I had been impressed by the Prince V2 speakers from Hansen Audio, when Wes Phillips reviewed it for Stereophile a few months back. (Mikey Fremer has written a follow-up for our forthcoming March 2009 issue.) But the 2009 CES was my first chance to hear the Canadian manufacturer's top-line King V2 speaker ($89,000/pair). Powered by CAT amplification, with Stealth cables, the LP of Louis Armstrong's classic performance of "St. James Infirmary" produced a big sweep of sound, with superbly natural tonalities and extended lows, though you could also hear that Hansen's Wes Bender had played this LP a few too many times over the decades!
"It's like the Pearl but in a more easily digestible form," explained Jeff Joseph, as he demmed the Long Island's company's new Pulsar speaker for me. The stand-mounted speaker keeps as much as possible of the cost-no-object Pearl's qualities, but uses a new magnesium-cone woofer from SEAS with the same throw as the Pearl's 7" unit.

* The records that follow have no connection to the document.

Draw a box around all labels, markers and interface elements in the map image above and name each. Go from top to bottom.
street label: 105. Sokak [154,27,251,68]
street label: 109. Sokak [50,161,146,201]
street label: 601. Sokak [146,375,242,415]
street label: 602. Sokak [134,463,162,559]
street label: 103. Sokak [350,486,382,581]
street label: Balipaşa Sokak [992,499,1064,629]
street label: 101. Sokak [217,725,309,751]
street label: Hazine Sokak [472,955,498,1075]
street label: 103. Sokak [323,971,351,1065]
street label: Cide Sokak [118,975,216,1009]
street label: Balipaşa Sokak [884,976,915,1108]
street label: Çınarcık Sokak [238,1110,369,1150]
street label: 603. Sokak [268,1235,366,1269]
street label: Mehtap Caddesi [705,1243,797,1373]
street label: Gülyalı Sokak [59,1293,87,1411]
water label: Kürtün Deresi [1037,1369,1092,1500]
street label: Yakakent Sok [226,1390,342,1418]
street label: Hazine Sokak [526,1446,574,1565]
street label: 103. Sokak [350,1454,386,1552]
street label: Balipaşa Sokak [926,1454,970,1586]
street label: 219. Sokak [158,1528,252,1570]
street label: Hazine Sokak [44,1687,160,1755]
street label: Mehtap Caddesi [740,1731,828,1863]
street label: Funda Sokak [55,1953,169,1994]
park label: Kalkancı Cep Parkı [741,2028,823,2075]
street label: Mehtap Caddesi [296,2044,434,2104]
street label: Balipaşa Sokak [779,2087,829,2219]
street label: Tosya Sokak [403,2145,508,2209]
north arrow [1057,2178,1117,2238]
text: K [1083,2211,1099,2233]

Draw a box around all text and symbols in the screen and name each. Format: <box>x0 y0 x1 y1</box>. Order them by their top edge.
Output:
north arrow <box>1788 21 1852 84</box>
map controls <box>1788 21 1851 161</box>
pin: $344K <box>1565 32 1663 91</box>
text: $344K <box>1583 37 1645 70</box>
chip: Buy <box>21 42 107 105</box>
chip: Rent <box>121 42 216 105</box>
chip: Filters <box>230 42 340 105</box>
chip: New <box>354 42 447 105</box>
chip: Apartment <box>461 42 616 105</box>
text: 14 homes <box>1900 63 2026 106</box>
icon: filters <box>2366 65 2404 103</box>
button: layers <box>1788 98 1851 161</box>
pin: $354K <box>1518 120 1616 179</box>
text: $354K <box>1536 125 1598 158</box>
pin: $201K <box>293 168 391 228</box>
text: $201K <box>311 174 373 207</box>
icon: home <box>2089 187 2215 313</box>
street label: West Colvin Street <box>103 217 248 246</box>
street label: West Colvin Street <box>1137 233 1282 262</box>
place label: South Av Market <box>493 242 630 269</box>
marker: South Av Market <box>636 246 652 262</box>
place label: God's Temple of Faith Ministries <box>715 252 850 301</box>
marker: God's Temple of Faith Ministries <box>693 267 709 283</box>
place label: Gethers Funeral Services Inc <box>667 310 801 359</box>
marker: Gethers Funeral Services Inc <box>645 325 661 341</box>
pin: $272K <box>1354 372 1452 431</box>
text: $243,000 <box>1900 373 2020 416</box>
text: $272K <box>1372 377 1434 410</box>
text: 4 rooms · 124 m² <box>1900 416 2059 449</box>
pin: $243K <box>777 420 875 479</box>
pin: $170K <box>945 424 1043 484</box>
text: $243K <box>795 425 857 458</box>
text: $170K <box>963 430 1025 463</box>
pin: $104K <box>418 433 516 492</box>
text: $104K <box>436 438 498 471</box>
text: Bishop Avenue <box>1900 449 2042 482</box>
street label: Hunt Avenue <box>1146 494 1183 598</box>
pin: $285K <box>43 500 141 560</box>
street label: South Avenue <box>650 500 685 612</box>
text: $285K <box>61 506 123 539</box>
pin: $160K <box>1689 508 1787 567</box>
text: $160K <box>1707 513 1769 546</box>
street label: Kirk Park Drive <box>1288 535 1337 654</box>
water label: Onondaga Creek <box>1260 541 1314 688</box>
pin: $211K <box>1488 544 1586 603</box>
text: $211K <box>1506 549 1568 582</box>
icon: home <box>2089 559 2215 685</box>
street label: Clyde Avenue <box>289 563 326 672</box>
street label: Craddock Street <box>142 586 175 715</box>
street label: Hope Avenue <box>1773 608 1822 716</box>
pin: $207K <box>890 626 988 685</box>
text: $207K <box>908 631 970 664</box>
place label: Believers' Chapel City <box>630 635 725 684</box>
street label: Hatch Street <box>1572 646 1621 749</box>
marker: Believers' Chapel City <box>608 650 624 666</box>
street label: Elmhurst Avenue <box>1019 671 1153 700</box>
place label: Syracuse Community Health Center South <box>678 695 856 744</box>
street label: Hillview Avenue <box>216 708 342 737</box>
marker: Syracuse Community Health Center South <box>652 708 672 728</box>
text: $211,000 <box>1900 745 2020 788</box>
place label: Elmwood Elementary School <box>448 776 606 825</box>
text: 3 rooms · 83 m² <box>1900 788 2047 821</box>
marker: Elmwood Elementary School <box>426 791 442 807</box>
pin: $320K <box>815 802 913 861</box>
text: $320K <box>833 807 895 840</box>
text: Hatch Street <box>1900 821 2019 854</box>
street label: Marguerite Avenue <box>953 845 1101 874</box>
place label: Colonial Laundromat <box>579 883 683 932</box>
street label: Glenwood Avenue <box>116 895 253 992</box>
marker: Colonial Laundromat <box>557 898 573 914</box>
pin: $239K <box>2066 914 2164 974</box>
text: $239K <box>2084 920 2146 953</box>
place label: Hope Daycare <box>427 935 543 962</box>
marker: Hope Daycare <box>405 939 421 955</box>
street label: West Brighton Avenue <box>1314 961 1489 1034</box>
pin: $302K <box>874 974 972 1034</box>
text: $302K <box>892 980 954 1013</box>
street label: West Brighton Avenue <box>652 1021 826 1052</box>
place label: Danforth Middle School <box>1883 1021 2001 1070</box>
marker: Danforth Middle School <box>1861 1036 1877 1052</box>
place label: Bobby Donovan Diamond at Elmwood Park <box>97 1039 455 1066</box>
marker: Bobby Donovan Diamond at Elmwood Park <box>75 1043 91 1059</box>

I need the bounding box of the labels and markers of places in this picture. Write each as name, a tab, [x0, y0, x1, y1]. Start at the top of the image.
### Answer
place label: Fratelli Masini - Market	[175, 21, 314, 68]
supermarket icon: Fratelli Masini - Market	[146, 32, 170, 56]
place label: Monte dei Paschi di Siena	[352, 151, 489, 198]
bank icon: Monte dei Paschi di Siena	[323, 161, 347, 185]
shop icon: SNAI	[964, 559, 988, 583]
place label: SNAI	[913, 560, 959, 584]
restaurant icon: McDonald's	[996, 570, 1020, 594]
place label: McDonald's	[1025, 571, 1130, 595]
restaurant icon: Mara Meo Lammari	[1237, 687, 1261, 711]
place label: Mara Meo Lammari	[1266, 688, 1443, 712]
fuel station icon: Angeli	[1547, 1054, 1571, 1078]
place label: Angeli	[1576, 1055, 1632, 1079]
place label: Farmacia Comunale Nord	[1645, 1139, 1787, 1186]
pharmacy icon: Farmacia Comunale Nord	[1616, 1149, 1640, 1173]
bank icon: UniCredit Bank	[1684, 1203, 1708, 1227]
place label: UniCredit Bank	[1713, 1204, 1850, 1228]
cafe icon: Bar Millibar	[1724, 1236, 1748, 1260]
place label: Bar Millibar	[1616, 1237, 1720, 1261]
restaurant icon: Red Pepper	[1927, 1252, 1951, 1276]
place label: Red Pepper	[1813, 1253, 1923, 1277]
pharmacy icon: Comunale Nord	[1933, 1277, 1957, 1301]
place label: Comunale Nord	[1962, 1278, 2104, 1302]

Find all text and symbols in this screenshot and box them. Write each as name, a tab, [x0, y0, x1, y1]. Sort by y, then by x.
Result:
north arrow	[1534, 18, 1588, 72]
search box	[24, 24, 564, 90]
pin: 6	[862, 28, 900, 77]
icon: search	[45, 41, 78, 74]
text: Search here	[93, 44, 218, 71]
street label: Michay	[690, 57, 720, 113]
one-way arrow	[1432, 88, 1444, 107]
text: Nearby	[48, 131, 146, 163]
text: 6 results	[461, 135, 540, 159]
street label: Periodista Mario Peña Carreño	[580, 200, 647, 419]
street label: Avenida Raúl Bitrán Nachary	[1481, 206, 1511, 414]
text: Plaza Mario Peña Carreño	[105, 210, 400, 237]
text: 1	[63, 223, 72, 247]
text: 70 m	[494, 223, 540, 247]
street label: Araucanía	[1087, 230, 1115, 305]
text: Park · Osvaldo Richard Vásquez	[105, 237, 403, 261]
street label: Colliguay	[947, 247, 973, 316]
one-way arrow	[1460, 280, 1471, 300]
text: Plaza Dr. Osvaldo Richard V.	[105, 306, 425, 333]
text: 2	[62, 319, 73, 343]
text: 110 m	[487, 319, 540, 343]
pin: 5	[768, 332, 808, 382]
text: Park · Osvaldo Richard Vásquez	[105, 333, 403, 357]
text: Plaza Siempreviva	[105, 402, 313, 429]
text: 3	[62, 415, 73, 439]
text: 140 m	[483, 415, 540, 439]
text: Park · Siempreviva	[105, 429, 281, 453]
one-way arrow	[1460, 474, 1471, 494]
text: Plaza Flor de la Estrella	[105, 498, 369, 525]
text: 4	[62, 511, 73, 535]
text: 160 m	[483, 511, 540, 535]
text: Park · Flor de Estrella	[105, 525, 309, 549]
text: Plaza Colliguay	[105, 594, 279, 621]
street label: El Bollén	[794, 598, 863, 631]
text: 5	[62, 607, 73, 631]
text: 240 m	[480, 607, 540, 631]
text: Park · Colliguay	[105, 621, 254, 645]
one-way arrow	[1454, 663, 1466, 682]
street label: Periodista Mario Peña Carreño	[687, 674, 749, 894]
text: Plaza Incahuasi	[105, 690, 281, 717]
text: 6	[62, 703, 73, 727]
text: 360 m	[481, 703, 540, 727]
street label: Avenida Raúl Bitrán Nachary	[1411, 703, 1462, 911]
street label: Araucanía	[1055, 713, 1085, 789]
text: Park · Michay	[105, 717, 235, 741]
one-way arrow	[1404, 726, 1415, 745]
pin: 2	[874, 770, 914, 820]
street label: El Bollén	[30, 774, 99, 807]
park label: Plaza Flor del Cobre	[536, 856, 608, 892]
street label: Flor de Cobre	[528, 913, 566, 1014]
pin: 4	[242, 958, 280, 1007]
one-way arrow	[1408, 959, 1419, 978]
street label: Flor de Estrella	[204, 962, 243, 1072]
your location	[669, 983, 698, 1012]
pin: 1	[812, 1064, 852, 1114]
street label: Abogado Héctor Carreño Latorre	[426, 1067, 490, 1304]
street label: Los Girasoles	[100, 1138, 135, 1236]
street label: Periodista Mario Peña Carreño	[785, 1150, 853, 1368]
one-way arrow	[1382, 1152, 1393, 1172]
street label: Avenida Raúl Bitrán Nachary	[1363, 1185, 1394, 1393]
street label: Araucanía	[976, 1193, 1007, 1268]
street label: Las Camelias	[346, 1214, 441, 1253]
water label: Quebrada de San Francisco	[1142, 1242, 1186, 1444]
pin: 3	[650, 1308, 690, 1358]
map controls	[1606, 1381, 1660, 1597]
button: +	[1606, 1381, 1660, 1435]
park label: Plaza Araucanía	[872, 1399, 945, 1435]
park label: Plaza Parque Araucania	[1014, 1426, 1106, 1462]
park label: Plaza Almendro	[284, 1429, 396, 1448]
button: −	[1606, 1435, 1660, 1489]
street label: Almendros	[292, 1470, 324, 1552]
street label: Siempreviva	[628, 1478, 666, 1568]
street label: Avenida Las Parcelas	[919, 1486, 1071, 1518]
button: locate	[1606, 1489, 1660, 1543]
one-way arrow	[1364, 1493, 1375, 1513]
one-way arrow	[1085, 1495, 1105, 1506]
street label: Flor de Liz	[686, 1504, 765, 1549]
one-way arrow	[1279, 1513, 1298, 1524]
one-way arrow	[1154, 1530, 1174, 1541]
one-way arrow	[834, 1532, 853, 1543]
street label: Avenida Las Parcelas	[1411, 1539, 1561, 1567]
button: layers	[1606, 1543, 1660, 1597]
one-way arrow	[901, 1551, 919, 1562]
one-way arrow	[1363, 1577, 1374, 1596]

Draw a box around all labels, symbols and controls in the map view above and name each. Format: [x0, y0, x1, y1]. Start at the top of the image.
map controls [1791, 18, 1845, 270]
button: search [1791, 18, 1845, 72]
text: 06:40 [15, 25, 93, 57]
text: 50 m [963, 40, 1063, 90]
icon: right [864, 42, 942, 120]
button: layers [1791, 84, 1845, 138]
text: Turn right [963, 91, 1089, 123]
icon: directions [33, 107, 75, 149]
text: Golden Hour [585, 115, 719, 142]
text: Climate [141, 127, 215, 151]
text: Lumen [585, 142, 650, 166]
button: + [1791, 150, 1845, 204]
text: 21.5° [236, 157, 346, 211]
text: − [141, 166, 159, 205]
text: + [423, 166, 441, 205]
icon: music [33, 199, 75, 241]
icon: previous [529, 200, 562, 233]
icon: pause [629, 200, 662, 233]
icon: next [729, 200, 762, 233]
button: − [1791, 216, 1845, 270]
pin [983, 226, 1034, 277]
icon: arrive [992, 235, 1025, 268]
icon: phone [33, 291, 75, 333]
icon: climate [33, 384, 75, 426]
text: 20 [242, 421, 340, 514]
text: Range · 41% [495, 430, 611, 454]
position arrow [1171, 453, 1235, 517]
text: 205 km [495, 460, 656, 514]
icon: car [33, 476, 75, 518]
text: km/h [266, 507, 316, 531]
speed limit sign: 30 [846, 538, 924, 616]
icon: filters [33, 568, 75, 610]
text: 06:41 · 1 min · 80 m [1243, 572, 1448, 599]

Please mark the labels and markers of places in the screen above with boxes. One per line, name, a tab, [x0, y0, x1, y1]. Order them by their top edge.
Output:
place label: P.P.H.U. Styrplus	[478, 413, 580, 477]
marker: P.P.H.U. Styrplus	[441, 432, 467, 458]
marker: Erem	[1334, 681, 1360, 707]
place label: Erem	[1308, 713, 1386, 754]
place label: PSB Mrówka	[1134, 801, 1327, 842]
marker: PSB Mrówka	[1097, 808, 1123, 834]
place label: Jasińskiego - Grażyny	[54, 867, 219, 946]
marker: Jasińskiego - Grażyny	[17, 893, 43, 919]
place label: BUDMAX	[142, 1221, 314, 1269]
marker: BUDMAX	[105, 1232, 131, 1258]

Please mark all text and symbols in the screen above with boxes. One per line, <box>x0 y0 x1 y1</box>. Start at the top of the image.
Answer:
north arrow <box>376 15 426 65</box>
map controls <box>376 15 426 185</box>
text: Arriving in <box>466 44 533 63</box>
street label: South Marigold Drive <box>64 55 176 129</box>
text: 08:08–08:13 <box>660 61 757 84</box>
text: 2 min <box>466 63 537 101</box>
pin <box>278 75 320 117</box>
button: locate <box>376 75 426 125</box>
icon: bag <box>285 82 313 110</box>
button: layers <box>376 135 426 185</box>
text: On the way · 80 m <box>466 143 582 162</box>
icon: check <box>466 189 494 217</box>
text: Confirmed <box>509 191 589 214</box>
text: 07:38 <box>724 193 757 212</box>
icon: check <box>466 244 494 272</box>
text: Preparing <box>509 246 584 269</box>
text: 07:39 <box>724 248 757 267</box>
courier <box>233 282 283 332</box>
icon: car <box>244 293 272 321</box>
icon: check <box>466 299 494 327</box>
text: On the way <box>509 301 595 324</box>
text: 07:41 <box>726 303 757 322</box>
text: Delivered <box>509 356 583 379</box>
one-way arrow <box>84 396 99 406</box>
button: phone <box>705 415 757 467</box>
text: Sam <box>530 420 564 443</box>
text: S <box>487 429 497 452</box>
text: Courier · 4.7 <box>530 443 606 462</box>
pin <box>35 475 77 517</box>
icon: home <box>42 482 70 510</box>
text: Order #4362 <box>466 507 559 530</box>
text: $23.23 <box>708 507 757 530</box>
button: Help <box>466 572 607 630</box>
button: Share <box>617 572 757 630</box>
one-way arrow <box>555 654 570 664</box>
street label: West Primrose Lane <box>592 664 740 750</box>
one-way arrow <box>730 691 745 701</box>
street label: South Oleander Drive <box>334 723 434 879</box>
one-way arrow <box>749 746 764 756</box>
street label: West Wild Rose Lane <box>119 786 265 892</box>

Possibly the most visually striking product I've seen at the show so far is the 20Wpc dual-mono integrated the LARS ($100,000). Designed by Lars Engstrom and hand-built in Sweden, the LARS has two separate chassis, one for each channelwith inputs also on each channel. An umbilical transmits control commands from the right channel to the left.
Tara Labs has so many levels of cables that factory manager Matthew Sellars, who assists designer Matthew Bond with cable design and oversees implementation, had to draw a four-tiered chart just to explain where the company's newest offerings fall in the Tara Labs hierarchy. That may be an exceedingly long opening sentence. But so is Tara Labs' product list.
The name "Loiminchay" comes from a line of high-end pens, I am told, and the prices of the superbly finished Loiminchay speakers are also high-end, the three-way Chagall pictured here coming in at $48,500/pair. But combining a 30mm diamond tweeter with ceramic-cone midrange and LF units in two multi-layer Birch-ply enclosures with a concrete plinth, the Chagall produced smooth, extended sound driven by a Bel Canto class-D power amp and a Nagra CD player.